Matt Lewis for AWS Heroes

Posted on Aug 19, 2020

Streaming data from Amazon QLDB to Elasticsearch

#javascript #aws #serverless #tutorial

Background

In a previous post I described how to stream data from QLDB to DynamoDB to support single-digit latency and infinitely scalable key-value enquiries.

Another common use case is to support rich text search and downstream analytics such as aggregation or metrics across records. For this, I look to build on the previous post and stream data from QLDB into Amazon Elasticsearch (ES). To try this out for yourself, the code is available on GitHub - QLDB Simple Demo.

The goal of this blog post is to run through all the steps involved in setting up the working prototype. Skip over sections that you are already familiar with.

Component Architecture
Configuring Elasticsearch
Configuring QLDB Stream Resource
Interacting with Elasticsearch
Searching and Vizualisation with Kibana
Learn more

Component Architecture

The AWS services being used for the demo are shown below. The point to note is that both Elasticsearch and Lambda are configured to connect to your VPC by establishing an Elastic Network Interface (ENI).

Configuring Elasticsearch

Elasticsearch is a leading open source search and analytics solution. For the demo, I use the Amazon Elasticsearch Service. This is a fully managed service, which has Kibana built in for visualisations. When I started building the prototype, I configured Elasticsearch with public access and an open access policy for simplicity. However, just a few days ago this failed to deploy with the following error:

Serverless Error ---------------------------------------

An error occurred: ElasticSearch - Enable fine-grained access control
or apply a restrictive access policy to your domain (Service: 
AWSElasticsearch; Status Code: 400; Error Code: ValidationException; 
Request ID: 6bad496c-c097-447f-b047-353ef02fccb0).

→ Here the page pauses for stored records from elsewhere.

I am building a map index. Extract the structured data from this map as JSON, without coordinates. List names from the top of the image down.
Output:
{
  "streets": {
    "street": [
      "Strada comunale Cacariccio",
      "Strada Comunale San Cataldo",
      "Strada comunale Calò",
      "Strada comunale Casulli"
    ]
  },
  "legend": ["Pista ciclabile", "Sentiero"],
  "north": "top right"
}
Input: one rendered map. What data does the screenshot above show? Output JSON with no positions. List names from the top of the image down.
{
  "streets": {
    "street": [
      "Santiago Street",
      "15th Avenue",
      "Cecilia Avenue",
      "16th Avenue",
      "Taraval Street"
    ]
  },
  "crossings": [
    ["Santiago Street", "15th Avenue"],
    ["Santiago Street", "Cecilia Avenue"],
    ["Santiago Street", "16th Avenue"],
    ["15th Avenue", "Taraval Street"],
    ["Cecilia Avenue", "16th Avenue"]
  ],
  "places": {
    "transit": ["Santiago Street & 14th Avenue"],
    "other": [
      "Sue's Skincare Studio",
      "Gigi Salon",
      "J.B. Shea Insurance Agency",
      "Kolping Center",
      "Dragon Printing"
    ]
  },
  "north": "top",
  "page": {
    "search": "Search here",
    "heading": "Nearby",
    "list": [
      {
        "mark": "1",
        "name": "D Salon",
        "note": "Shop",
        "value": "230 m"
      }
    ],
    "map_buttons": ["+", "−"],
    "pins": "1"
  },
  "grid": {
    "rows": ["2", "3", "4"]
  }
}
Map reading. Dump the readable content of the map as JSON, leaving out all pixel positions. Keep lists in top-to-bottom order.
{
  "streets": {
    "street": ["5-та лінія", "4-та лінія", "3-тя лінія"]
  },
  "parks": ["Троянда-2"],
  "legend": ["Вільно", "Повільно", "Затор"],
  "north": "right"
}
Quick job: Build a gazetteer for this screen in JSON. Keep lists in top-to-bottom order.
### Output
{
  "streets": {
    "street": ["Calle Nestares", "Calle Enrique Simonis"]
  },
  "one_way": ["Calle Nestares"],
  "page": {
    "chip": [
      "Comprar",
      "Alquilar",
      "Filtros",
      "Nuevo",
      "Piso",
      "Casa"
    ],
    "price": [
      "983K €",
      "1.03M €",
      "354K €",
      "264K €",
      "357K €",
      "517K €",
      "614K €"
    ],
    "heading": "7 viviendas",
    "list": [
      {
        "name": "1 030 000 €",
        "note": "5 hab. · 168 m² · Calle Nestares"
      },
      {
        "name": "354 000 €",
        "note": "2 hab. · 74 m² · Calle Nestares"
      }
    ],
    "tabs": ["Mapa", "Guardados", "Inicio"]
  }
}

This meant a change to use the AWS recommended approach of deploying ES with VPC access. This uses private IP addresses from your VPC, and you control access using security groups, so is inherently more secure. This means that connectivity between ES and other services within the VPC don't require an internet gateway, NAT device or VPN connection. All traffic remains securely within the AWS Cloud. This is the rationale for connecting the Lambda function to the VPC as well.

I used the following configuration in the serverless.yml file to create a new VPC, a single subnet, and a security group that has a nework ingress rule for port 443 to allow connectivity to the Elasticsearch domain.

ElasticVPC:
  Type: AWS::EC2::VPC
  Properties:
    CidrBlock: "10.0.0.0/16"
    EnableDnsSupport: "true"
    EnableDnsHostnames: "true"
    Tags:
      - Key: Name
        Value: qldb-streams-vpc

ElasticSubnetA:
  DependsOn: ElasticVPC
  Type: AWS::EC2::Subnet
  Properties:
    VpcId:
      Ref: ElasticVPC
    AvailabilityZone: ${self:provider.region}a
    CidrBlock: "10.0.2.0/24"
    Tags:
      - Key: Name
        Value: qldb-streams-subneta

ElasticSecurityGroup:
  DependsOn: ElasticVPC
  Type: AWS::EC2::SecurityGroup
  Properties:
    GroupDescription: SecurityGroup for Elasticsearch
    VpcId:
      Ref: ElasticVPC
    SecurityGroupIngress: 
      - FromPort: '443' 
        IpProtocol: tcp 
        ToPort: '443' 
        CidrIp: 0.0.0.0/0
    Tags:
      - Key: Name
        Value: qldb-streams-sg

The AWS VPC is setup with enableDnsSupport option set to true to ensure the Amazon ES endpoint will succeed. There is only a single subnet created. The security group is used by both the Lambda function and Amazon ES, and opens up port 443 to allow connection to the Amazon ES domain.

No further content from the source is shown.